49 views Asked by At

With using the PCA technique and the Yale database, I'm trying to work on face recognition within Matlab by randomly splitting the training process to 20% and the testing process to 80%. It is given an

Index in position 2 exceeds array bounds (must not exceed 29)

error. The following is the code, hoping to get help:

dataset = load('yale_FaceDataset.mat');

trainSz = round(dataset.samples*0.2);
testSz = round(dataset.samples*0.8);

trainSetCell = cell(1,trainSz*dataset.classes);
testSetCell = cell(1,testSz*dataset.classes);

j = 1;
k = 1;
m = 1;
for i = 1:dataset.classes
    % training set
    trainSetCell(k:k+trainSz-1) = dataset.images(j:j+trainSz-1);
    trainLabels(k:k+trainSz-1) = dataset.labels(j:j+trainSz-1);
    k = k+trainSz;
    % test set
    testSetCell(m:m+testSz-1) = dataset.images(j+trainSz:j+dataset.samples-1);
    testLabels(m:m+testSz-1) = dataset.labels(j+trainSz:j+dataset.samples-1);
    m = m+testSz;
    j = j+dataset.samples;
end
% convert the data from a cell into a matrix format
numImgs = length(trainSetCell);
trainSet = zeros(numImgs,numel(trainSetCell{1}));
for i = 1:numImgs
    trainSet(i,:) = reshape(trainSetCell{i},[],1);
end
numImgs = length(testSetCell);

testSet = zeros(numImgs,numel(testSetCell{1}));
for i = 1:numImgs
    testSet(i,:) = reshape(testSetCell{i},[],1);
end


%% applying PCA
% compute the mean face
mu = mean(trainSet)';

% centre the training data
trainSet = trainSet - (repmat(mu,1,size(trainSet,1)))';

% generate the eigenfaces(features of the training set)
eigenfaces = pca(trainSet);

% set the number of principal components
Ncomponents = 100;

% Out of the generated components, we keep "Ncomponents"
eigenfaces = eigenfaces(:,1:Ncomponents);

% generate training features
trainFeatures = eigenfaces' * trainSet';

% Subspace projection
% centre features
testSet = testSet - (repmat(mu,1,size(testSet,1)))';

% subspace projection
testFeatures = inv(eigenfaces'*eigenfaces) * eigenfaces' * testSet';

mdl = fitcdiscr(trainFeatures',trainLabels);
labels = predict(mdl,testFeatures');


% find the images that were recognised and their respect. labels
correctRec = find(testLabels == labels');
correctLabels = labels(correctRec);

% find the images that were NOT recognised and their respect. labels
falseRec = find(testLabels ~= labels');
falseLabels = labels(falseRec);


% compute and display the recognition rate
result = length(correctRec)/length(testLabels)*100;
fprintf('The recognition rate is: %0.3f \n',result);

% divide the images into : recognised and unrecognised
correctTest = testSetCell(correctRec);
falseTest = testSetCell(falseRec);

% display some recognised samples and their respective labels
imgshow(correctTest(1:8),correctLabels(1:8));

% display all unrecognised samples and their respective labels
imgshow(falseTest(1:length(falseTest)), falseLabels(1:length(falseTest)));

1

There are 1 answers

0
Max On

it would be nice, if you provide also the line-number and the full message of the error and if you would strip your code to the essential. I guess, the PCA-stuff is not necessary here, as the error is raised probably in your loop. That is because you are incrementing j by j = j+dataset.samples; and take this in the next loop-set for indexing j:j+trainSz-1, which now must exceed dataset.samples...
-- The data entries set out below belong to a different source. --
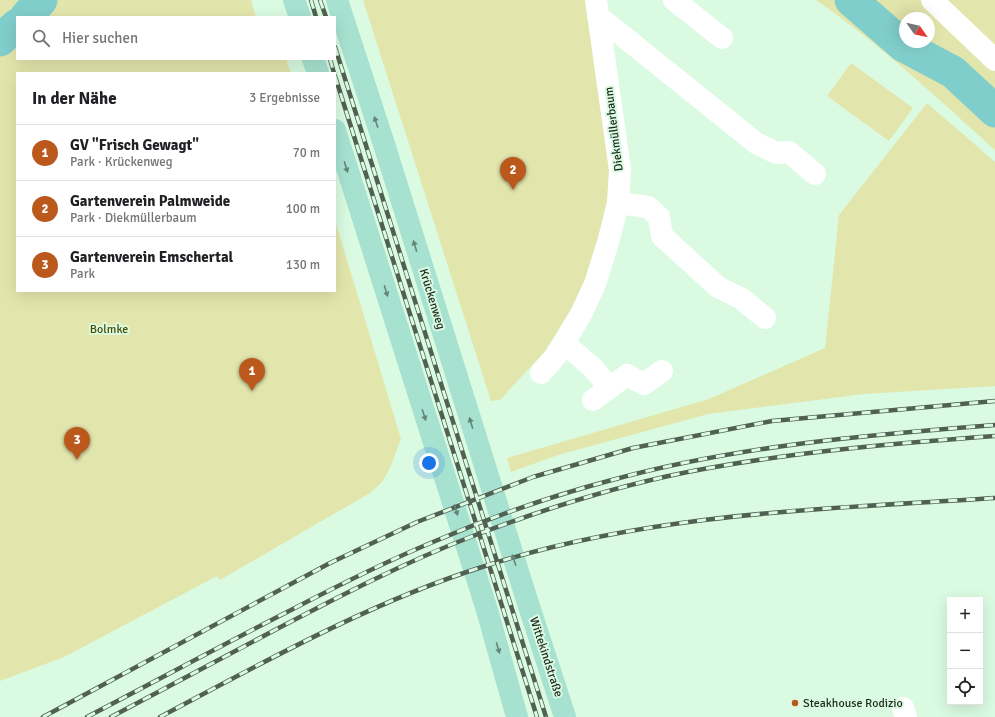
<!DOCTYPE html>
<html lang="de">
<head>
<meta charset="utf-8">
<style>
	:root { --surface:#fff; --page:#f6f6f6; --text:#202124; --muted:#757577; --line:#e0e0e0; --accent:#bb591d }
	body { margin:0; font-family:Signika,sans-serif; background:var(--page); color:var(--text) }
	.controls { position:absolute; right:12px; bottom:12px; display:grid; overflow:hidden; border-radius:0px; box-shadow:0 4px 16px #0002 }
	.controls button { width:36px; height:36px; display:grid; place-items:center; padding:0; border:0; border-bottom:1px solid var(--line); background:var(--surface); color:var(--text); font:20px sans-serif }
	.compass { position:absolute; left:899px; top:12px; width:36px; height:36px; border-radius:50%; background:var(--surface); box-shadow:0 4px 16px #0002; rotate:124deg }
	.you { position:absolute; left:429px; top:463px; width:14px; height:14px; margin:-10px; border:3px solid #fff; border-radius:50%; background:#1a73e8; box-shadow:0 0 0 6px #1a73e833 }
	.badge { display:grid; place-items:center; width:26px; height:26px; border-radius:50%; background:var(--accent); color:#fff; font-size:13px; font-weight:700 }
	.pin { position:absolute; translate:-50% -33px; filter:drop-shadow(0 1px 2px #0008) }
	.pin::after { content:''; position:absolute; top:21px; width:14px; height:12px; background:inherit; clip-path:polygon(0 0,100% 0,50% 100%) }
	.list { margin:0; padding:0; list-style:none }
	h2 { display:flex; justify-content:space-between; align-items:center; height:52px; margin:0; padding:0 16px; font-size:17px }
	h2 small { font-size:13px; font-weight:400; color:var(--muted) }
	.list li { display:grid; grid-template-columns:26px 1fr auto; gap:12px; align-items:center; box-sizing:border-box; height:56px; padding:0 16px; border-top:1px solid var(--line) }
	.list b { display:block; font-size:15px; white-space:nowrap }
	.list p { margin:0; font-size:13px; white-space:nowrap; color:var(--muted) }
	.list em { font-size:13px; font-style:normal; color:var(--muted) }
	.icon { flex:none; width:22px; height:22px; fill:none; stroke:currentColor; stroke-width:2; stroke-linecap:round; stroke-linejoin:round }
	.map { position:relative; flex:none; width:995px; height:717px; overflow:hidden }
	.search { position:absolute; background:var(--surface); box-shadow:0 4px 16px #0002; left:16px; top:16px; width:320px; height:44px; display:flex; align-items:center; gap:10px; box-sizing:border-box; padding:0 14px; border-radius:0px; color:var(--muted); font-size:15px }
	.panel { position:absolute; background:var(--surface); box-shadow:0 4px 16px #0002; left:16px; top:72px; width:320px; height:220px; border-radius:0px }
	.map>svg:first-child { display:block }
	.green { fill:#e3e6ac; fill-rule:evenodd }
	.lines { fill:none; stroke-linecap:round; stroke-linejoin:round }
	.river { stroke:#80cecc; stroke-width:33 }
	.minor { stroke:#fff; stroke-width:22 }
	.major { stroke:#a7e2d1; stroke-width:22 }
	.rail-casing { stroke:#506153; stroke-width:4.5 }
	.rail { stroke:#dafae1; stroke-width:3; stroke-dasharray:9; stroke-linecap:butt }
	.oneway { fill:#638679 }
	.poi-dot { fill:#bb591d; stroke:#dafae1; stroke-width:1.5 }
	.labels { text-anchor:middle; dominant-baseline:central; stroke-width:4; stroke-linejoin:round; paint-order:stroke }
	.street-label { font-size:12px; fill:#1f2b21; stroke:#dafae1 }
	.park-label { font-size:12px; fill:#4b4c04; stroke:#dafae1 }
	.poi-label { font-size:12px; fill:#1f2b21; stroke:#dafae1; text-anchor:start }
</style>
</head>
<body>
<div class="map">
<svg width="995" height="717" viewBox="0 0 995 717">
	<rect width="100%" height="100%" fill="#dafae1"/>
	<!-- green -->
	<path class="green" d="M 0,0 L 251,0 L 256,17 L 17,17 L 17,59 L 286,59 L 291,73 L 17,73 L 17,291 L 335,291 L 335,220 L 401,439 L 390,468 L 382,482 L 370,493 L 220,580 L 217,576 L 64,657 L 0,681 Z
		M 363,0 L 587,0 L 610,159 L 606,220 L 593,262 L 577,300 L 545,351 L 500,400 L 491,401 Z
		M 816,0 L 923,0 L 995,67 L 995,150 C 937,98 880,44 816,0 ZM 905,18 L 929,18 L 929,42 L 905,42 Z
		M 941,0 L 995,0 L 995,49 Z
		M 851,63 L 913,108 L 889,141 L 827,96 Z
		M 927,103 L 995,162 L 995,386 L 864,394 L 708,414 L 558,455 L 511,472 L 507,458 L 709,399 L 825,348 L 839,215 Z"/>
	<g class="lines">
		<!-- river -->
		<path class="river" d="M 851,0 L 904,46 L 953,72 L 995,111
			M 26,17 L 41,0
			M 0,40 L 17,25"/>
		<!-- minor -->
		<path class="minor" d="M 674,0 L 722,38
			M 932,0 L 995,60
			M 598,16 L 756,143 L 776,153 L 789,152 L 815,174
			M 618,203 L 648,207 L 659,217 L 662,236 L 718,287 L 742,299 L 765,318
			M 564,343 L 593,368 L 610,388
			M 541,373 L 555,357 L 564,343 L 582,312 L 595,284 L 609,239 L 618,203 L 620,170 L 596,0
			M 593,400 L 627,375 L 644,384 L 662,371
			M 903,708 L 906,717"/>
		<!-- major -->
		<path class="major" d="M 294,0 L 300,17
			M 337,0 L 383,141 L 526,597 L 565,717
			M 313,59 L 318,73
			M 335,130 L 487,610 L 517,717"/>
		<defs>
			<path id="rail" d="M 311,0 L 316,17
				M 320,0 L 326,17
				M 335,47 L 546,717
				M 330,59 L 334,73
				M 335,76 L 537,717
				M 43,717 L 330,563 L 417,522 L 533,477 L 633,448 L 772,421 L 995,401
				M 87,717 C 156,681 224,644 293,609 C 339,585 385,562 433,542 C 491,517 551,496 612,480 C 737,446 866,435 995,425
				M 111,717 C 165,688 219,660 273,631 C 338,597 405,562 473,536 C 549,507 629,482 709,468 C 804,451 899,443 995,436
				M 160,717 C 264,662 369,603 482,567 C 648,513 823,509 995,498"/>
		</defs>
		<!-- rail casing -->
		<use href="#rail" class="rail-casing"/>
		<!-- rail -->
		<use href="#rail" class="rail"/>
	</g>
	<!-- one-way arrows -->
	<defs><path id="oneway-solid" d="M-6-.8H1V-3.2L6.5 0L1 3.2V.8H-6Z"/></defs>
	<g class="oneway">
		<use href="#oneway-solid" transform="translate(376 122) rotate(-108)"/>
		<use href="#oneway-solid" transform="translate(346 167) rotate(73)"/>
		<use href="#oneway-solid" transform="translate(415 246) rotate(-107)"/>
		<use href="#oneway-solid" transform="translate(386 291) rotate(73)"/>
		<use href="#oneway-solid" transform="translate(424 415) rotate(72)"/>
		<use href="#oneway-solid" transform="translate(471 423) rotate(-107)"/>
		<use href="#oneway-solid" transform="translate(456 510) rotate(73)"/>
		<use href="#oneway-solid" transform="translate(514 560) rotate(-108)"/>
		<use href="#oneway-solid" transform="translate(498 648) rotate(74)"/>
	</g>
	<!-- markers -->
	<circle class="poi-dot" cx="795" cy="703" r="4"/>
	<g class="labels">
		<!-- street labels -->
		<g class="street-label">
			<text transform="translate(614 129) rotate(-97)">Diekmüllerbaum</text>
			<text transform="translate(432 299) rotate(73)">Krückenweg</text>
			<text transform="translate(546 657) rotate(72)">Wittekindstraße</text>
		</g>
		<!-- park labels -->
		<g class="park-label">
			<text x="109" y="329">Bolmke</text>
		</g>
		<!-- poi labels -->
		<g class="poi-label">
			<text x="803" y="703">Steakhouse Rodizio</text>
		</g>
	</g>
</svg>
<div class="controls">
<button>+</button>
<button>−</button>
<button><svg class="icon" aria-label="locate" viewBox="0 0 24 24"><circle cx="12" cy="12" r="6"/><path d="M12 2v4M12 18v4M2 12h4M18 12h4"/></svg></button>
</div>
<svg class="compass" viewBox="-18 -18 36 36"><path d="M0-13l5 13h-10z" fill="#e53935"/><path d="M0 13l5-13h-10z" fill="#757577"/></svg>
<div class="you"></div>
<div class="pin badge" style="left:252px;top:391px">1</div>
<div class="pin badge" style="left:513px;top:190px">2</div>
<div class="pin badge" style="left:77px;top:460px">3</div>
<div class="search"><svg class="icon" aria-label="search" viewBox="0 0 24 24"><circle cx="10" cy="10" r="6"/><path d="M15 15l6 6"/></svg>Hier suchen</div>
<section class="panel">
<h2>In der Nähe<small>3 Ergebnisse</small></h2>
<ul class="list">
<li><span class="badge">1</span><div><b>GV &quot;Frisch Gewagt&quot;</b><p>Park · Krückenweg</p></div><em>70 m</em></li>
<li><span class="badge">2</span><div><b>Gartenverein Palmweide</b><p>Park · Diekmüllerbaum</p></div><em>100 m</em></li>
<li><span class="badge">3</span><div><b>Gartenverein Emschertal</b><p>Park</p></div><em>130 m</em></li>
</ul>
</section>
</div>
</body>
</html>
Nevertheless, there is no randomness in the indexing. It is easiest if you use the built-in cvpartition-function:

% split data 
cvp = cvpartition(Lbl,'HoldOut',.2);
lgTrn = cvp.training;
lgTst = cvp.test;

You may provide the number of classes as first input (Lbl in this case) or the actual class vector to let cvpartition pick random subsets that reflect the original distribution of the individual classes.